Wallace arranged his visit through a friend at the White House, and extended the opportunity to the children whom his Religion and Ecology students tutor in a community-based-learning initiative. The group also visited the Martin Luther King, Jr., Memorial and the National Zoo. But the headliner was paying a call to the First Family.
“Comment of the day: You mean we don’t get to see the daughters’ bedrooms or the kitchen?!” adds Cynthia Jetter '74, director of community partnerships and planning from the Lang Center for Civic & Social Responsibility, which supported the trip.
Nelson's trip to Washington came via invitation, as he was asked to speak before 40 executives from companies such as Mattel, Disney, and Lego and the producers of movies like Star Wars. The executives sought fresh ideas to boost their appeal among and inclusion of children of color.
“They were very receptive to new ideas,” says Nelson, who offered ideas from a recently published article in Harvard Educational Review, “Reimaging Black Boyhood: Toward a Critical Framework for Educational Research” [pdf], which he co-wrote with Michael Dumas, assistant professor in the Graduate School of Education and the African American Studies Department at University of California, Berkeley.

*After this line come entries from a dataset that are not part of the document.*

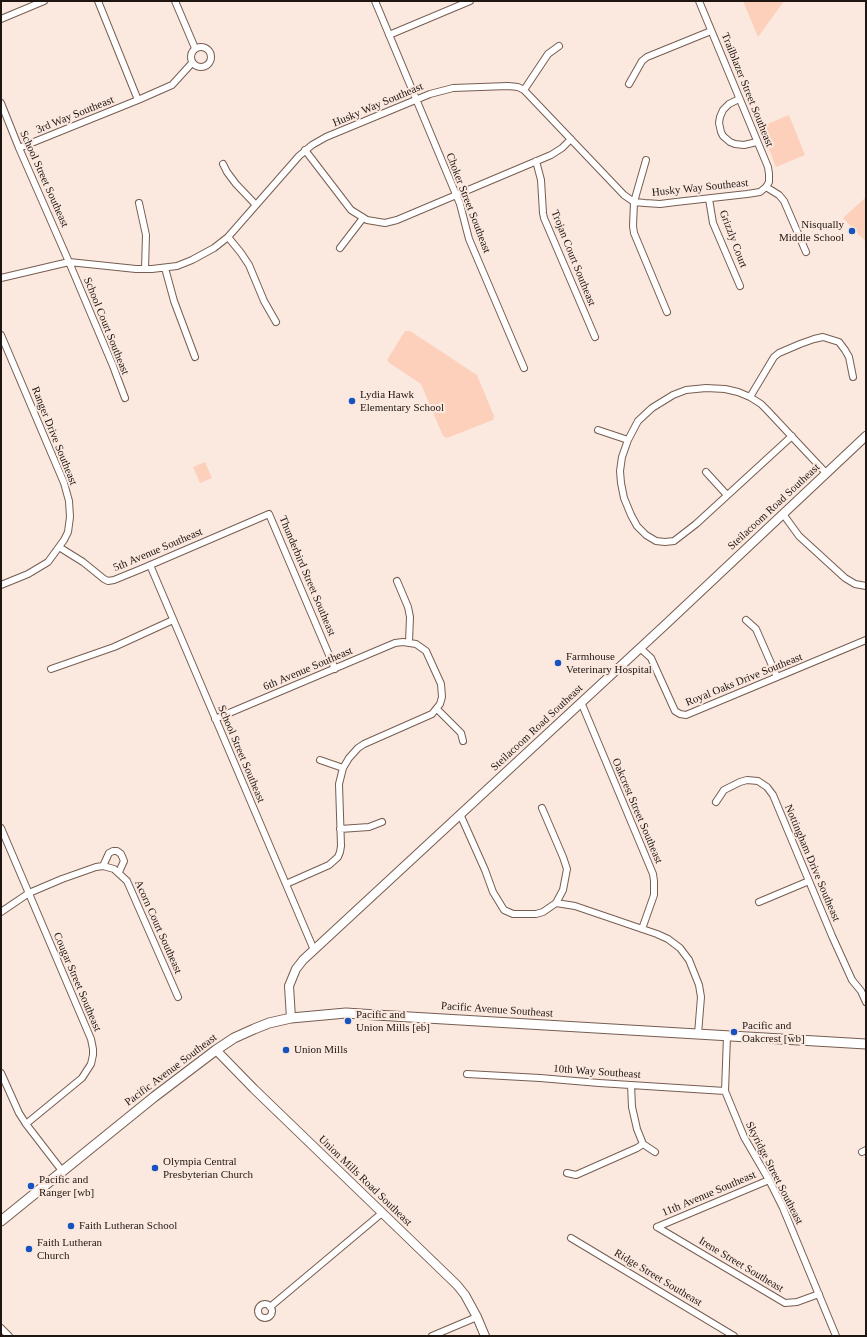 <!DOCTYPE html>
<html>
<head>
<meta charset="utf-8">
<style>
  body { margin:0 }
  #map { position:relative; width:867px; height:1337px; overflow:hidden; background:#fbe9e0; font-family:"Times New Roman",serif }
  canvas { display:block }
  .frame { position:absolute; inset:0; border:2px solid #201611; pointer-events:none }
</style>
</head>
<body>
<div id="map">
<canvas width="867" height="1337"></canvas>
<div class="frame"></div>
</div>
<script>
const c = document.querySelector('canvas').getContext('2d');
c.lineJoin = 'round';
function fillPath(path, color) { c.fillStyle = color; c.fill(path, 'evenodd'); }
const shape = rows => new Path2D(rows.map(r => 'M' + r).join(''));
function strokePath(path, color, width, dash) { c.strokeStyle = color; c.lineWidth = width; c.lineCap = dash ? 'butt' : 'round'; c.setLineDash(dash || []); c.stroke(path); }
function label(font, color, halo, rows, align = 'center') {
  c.font = font + ' "Times New Roman",serif'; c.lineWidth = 4; c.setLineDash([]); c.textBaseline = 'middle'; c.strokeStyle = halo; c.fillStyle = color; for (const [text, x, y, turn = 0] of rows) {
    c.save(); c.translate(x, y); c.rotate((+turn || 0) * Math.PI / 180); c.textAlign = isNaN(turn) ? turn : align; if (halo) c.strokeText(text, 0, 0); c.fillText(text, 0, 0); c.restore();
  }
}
const green = shape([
  [743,1,784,1,758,37],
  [789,115,805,155,776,167,760,127],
  [866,197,866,242,843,218],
  [405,331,410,331,477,375,494,416,493,420,447,438,443,436,421,384,388,362,387,360],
  [205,462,212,478,200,483,193,467]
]);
const minor = shape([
  [98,1,138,100],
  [175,1,195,48],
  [375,1,460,204,469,239,524,368],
  [699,1,768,167,769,174,769,182,766,187],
  [1,19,44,1],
  [389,35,470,1],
  '191 57a10 10 0 1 1 20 0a10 10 0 1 1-20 0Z',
  [629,84,642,61,647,57,711,31],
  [524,90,548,54,559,46],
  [739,99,729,104,723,110,720,117,719,123,721,132,723,136,730,142,735,144,744,145,757,142],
  [1,103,19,148,69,262,113,366,125,398],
  [19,148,138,100,172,85,192,63],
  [305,150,351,210,367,220,385,223,397,220,551,155,562,148,571,139],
  [646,160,634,202,633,226,634,233,667,312],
  [536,161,541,180,543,213,544,218,595,337],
  [223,164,227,172,236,184,256,205],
  [766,187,779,195,784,201,806,252],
  [709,199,713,223,740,286],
  [139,203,146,235,145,269],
  [228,237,241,253,249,265,264,301,276,322],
  [340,248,363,218],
  [165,268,174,301,195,357],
  [1,278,69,262,136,269,152,269,177,266,192,260,214,248,228,237,299,156,312,145,326,137,430,94,453,88,508,86,518,87,524,90,624,195,634,202,645,203,660,204,676,202,747,194,760,192,766,187],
  [1,335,64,483,69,501,70,517,68,532,64,540,48,562,28,574,1,585],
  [750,397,774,357,779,353,800,344,814,339,823,337,839,342,845,350,849,357,853,377],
  [598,430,628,440],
  [792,436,696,524,674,541,665,542,656,541,646,535,637,526,631,515,624,498,621,483,620,471,622,457,628,440,638,421,652,408,673,395,686,390,706,388,725,389,738,392,750,397,761,404,767,410,826,473],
  [706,472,727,495],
  [783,514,799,536,845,578,855,584,866,586],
  [59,547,83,562,104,579,108,581,114,580,141,569,269,514,335,669],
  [150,565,314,950],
  [397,581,408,607,410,617,409,642],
  [746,620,756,629,777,677],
  [640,648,651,658,675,711,680,714,686,715,866,640],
  [51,669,114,647,173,620],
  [581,702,653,874,654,881,654,895,642,929],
  [437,709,461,733,463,741],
  [215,719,395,643,403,642,416,644,426,651,441,684,442,697,440,704,432,714,364,744,358,748,349,758,343,768,339,784,341,846,340,852,338,857,329,865,286,884],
  [320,760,343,768],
  [716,802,724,790,740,782,747,780,758,781,767,787,773,795,832,936,852,980,861,991,866,1002],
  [542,808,563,857,567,869,563,890,556,903],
  [460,814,485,870,493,892,504,910,513,914,536,914,543,912,556,903,575,906,657,934,668,939,680,948,689,960,699,985,701,997,698,1034],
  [1,828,91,1039,93,1049,93,1055,91,1064,82,1078,26,1124],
  [340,829,369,827,382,822],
  [103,866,109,853,113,851,117,851,121,854,124,861,119,872],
  [759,902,809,881],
  [1,912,29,893,62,879,96,867,103,866,114,869,127,881,178,997],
  [727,1036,725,1091,744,1137,769,1180,783,1208,836,1336],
  [1,1073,19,1113,26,1124,63,1172],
  [467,1074,540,1078,599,1083,725,1091],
  [631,1085,632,1107,637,1129,643,1144,655,1152],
  [862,1152,866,1150],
  [567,1173,576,1175,637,1148,643,1144],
  [657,1227,785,1303,797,1302,819,1294],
  [657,1227,769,1180],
  [571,1238,734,1336],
  '258 1311a7 7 0 1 1 14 0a7 7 0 1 1-14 0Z',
  [270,1307,382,1213],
  [1,1328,9,1336],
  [432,1336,477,1317]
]);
const tertiary = shape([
  [291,1018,289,986,296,969,303,960,665,625,866,436],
  [216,1050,254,1089,457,1285,465,1295,477,1317,485,1336]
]);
const secondary = shape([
  [1,1221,154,1097,216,1050,234,1038,254,1029,269,1023,291,1018,346,1013,376,1015,866,1044]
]);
const markers = [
  [852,231,4,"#1653be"],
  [352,401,4,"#1653be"],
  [558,663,4,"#1653be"],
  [348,1021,4,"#1653be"],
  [734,1032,4,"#1653be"],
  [286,1050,4,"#1653be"],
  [155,1168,4,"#1653be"],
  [31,1186,4,"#1653be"],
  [71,1226,4,"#1653be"],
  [29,1249,4,"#1653be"]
];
const streetNames = [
  ["Trailblazer Street Southeast",747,90,68],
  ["Husky Way Southeast",378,105,-23],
  ["3rd Way Southeast",75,115,-22],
  ["School Street Southeast",44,179,66],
  ["Husky Way Southeast",700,188,-6],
  ["Choker Street Southeast",468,203,69],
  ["Grizzly Court",733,239,69],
  ["Trojan Court Southeast",573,258,68],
  ["School Court Southeast",106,326,68],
  ["Ranger Drive Southeast",54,436,68],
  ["Steilacoom Road Southeast",774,507,-43],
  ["5th Avenue Southeast",158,550,-23],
  ["Thunderbird Street Southeast",307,576,67],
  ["6th Avenue Southeast",308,669,-23],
  ["Royal Oaks Drive Southeast",744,680,-22],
  ["Steilacoom Road Southeast",537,728,-43],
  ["School Street Southeast",241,754,67],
  ["Oakcrest Street Southeast",637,811,67],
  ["Nottingham Drive Southeast",812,863,67],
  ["Acorn Court Southeast",158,927,66],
  ["Cougar Street Southeast",77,982,67],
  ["Pacific Avenue Southeast",497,1010,4],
  ["Pacific Avenue Southeast",171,1070,-37],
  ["10th Way Southeast",597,1072,4],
  ["Skyridge Street Southeast",774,1173,63],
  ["Union Mills Road Southeast",365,1181,44],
  ["11th Avenue Southeast",709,1194,-23],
  ["Irene Street Southeast",741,1265,31],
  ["Ridge Street Southeast",658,1278,31]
];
const poiNames = [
  ["Nisqually",844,225,"right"],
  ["Middle School",844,238,"right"],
  ["Lydia Hawk",360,395],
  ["Elementary School",360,408],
  ["Farmhouse",566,657],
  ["Veterinary Hospital",566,670],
  ["Pacific and",356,1015],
  ["Union Mills [eb]",356,1028],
  ["Pacific and",742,1026],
  ["Oakcrest [wb]",742,1039],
  ["Union Mills",294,1050],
  ["Olympia Central",163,1162],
  ["Presbyterian Church",163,1175],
  ["Pacific and",39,1180],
  ["Ranger [wb]",39,1193],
  ["Faith Lutheran School",79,1226],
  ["Faith Lutheran",37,1243],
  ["Church",37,1256]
];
fillPath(green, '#fcd0ba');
strokePath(minor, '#775d50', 8);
strokePath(tertiary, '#775d50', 10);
strokePath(secondary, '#775d50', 11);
strokePath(minor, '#fff', 6);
strokePath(tertiary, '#fff', 8);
strokePath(secondary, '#fff', 9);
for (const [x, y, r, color] of markers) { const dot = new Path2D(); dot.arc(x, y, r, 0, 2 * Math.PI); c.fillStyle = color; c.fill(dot); strokePath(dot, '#fbe9e0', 1.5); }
label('11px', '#201611', '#fbe9e0', streetNames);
label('11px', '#201611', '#fbe9e0', poiNames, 'left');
</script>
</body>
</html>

“They want to get better at including wider representations of children in their media campaigns,” he says, “and I was eager to support their efforts to challenge stereotypical perception of black boys.”
While his official business went smoothly, the logistics of Nelson’s trip were challenging.
“I had to go through four different checkpoints, get scanned, show my ID a few times,” he says. “Then once you go inside, you can’t use your cell phone. Four hours with no communication to the outside world. You don’t know how to plan for that. But I felt safe.”
The 20 students from WOCKA spent their checkpoint time getting to know one another and the faculty and staff members, also bonding en route to the National Museum of Women in the Arts and the Eisenhower Executive Office Building. Their highlight, though, was the mentoring lunch and discussion they shared with women of color who took a variety of paths to their array of responsibilities in the White House.
Nina Harris, violence prevention educator and advocate and advisor to the Women’s Resource Center, and Becca Bernstein, Title IX fellow, arranged the trip through personal friendships. The students got to interact with White House Chief of Staff members, as well as representatives from public engagement, economics and finance, police, and more.
For Taylor Morgan '19, of Brick, N.J., the gravity of the moment struck as soon as she walked into the conference room.
“I experienced an overwhelming sense of power from being in a room full of such powerful and influential women who urged WOCKA members to remember they were once exactly like us,” says Morgan. “They encouraged us to see ourselves in them, because they, too, once did now know ‘what they wanted to do when they grow up.’”
“These women were all so down to earth, so real, and so relatable” adds Roseann Liu, visiting assistant professor of Educational Studies. “They all talked about how they never would have dreamed that they would one day work in THE White House. But being faithful to their passions and interests and doing good work eventually led them there.”
Their common denominator, says Désirée Díaz, assistant professor of Spanish, is “an obvious passion for and dedication to their jobs and the issues they care about.”
The conversation affirmed conversations WOCKA was already having on campus and created a kinship among the students, faculty, and staff that they can build on at Swarthmore, says Harris. It was, at once, deeply personal and universal.
“Professionally, academically, and developmentally, it really helped to center the work that they do here,” says Harris, “and to know the reach that they can have one day.”